The barebones cover art of 4:44 is symbolic. Jay-Z strips down his grandeur, his mythical image, to share thoughts and emotions he admits to having kept buried himself. This album is perhaps Jay’s most “Shawn Carter” album – it’s confessional, introspective and contemplative all at once. Think the emotional wallop of Song Cry expanded to album-length. Jay’s rawest moments come when reflecting on his infidelity, apologizing to Beyonce with a vulnerability he’s never dared to show before. He reflects on his legacy, as a rapper, a businessman and a father honestly – rather than expanding his mythos, he deconstructs and examines it. It’s almost ironic then, that he’s at his most confident lyrically here that he’s been in a long time. He isn’t trying hard with his punchlines or technicality, but he deftly presents his troubles and victories with plenty of quotables along the way. The decision to pair with No I.D throughout the album clearly paid off too, with a sonic cohesiveness that many of his previous works lacked. 4:44, then, is grown-man rap, and one of Jay-Z’s best albums – and perhaps, the only true Shawn Carter album we have.
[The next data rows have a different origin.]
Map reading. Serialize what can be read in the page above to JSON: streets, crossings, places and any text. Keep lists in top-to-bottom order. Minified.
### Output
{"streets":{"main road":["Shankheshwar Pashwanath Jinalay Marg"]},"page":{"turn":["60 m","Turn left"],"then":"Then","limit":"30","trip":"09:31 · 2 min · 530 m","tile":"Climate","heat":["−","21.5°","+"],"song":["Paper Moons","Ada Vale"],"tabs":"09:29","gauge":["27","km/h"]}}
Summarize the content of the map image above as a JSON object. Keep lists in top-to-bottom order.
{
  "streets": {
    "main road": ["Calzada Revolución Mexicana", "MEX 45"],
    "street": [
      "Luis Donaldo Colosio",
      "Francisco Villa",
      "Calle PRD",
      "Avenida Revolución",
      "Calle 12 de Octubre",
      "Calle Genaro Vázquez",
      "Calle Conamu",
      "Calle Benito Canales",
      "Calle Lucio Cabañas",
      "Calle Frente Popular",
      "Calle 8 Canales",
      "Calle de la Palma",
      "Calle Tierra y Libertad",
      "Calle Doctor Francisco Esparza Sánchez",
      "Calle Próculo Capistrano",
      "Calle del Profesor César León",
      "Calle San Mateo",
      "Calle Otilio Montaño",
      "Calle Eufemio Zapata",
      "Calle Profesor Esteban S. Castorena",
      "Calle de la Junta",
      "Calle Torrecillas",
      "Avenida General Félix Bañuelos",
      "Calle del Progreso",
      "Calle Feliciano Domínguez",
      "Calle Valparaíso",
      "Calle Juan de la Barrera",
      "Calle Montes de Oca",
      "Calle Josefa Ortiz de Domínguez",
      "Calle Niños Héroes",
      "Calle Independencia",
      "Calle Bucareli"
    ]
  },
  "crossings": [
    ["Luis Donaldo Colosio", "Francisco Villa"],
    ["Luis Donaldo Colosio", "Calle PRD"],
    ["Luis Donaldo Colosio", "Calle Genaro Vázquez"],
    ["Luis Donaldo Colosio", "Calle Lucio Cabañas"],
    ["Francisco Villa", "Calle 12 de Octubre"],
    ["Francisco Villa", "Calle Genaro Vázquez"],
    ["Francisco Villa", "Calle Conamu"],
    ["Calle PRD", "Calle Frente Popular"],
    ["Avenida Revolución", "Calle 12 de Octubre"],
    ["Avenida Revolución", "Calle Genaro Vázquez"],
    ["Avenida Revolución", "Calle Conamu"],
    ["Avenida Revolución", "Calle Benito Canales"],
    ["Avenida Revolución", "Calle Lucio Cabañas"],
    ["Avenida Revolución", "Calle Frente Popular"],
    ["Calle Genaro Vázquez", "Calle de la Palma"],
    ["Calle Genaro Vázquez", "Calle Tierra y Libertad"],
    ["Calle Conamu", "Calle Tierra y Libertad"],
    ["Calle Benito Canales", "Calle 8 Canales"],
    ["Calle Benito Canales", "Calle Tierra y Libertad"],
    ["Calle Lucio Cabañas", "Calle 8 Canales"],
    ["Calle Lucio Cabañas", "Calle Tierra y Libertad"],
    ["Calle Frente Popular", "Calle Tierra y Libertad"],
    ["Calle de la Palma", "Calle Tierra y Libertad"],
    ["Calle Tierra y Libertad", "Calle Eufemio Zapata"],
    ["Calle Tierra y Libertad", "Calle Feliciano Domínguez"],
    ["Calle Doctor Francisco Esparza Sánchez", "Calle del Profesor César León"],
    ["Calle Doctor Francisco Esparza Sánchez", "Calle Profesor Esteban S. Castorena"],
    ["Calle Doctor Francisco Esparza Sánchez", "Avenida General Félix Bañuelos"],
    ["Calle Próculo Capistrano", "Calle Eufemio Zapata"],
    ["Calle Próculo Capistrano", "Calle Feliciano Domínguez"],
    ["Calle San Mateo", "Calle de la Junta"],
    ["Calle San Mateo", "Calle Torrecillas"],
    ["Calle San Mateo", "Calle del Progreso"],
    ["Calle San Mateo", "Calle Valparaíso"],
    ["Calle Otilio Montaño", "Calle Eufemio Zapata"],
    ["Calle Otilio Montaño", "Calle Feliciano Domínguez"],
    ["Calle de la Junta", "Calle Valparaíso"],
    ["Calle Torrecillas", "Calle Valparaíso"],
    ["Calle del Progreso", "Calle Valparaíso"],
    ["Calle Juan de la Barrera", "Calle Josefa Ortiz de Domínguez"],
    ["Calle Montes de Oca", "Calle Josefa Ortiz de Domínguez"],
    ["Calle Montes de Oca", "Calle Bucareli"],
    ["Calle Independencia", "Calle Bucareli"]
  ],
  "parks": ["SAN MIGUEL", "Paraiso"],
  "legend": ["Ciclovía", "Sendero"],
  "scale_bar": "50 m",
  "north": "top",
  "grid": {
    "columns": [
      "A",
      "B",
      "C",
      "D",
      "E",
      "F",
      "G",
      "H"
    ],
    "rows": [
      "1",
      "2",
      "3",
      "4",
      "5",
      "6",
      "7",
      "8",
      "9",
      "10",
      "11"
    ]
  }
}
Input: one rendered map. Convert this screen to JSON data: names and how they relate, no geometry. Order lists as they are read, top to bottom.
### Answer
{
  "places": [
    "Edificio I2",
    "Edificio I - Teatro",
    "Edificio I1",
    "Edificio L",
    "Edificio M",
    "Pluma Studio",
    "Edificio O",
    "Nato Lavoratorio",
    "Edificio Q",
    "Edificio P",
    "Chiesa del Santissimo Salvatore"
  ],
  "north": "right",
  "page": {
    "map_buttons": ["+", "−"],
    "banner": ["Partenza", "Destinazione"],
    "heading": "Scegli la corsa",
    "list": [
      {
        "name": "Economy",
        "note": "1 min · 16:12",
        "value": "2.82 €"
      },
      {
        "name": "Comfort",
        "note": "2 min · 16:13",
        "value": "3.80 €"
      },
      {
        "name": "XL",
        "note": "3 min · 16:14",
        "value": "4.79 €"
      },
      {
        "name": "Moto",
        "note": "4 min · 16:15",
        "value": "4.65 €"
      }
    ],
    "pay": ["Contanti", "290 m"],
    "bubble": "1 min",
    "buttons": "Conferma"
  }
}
#4. A Crow Looked at Me, Mount Eerie

How does one talk about death – more specifically, the death of the dearly beloved? Artists across time and mediums have tried to translate the devastating finality of death into their creations, to varying degrees of success. Mount Eerie’s Phil Elverum plays his hand by turning the all-encompassing grief of his wife, Geneviève Castrée’s death into “barely music,” as he puts it himself. Throughout the length of the album, it feels like Elverum is simply unraveling his knotted heart into words, with startlingly frank descriptions of the time before, around and after Castrée’s death. There is no convoluted attempt at philosophical musings or poeticisms, simply the reality of Elverum’s life let loose over sparse, intimate instrumentation. A Crow Looked at Me is a painful, utterly sad album – every listen nudges you to cry – but that’s what death is. There is no resolution; just a lingering image of his dead wife burned into Phil Elverum’s soul, and now, ours.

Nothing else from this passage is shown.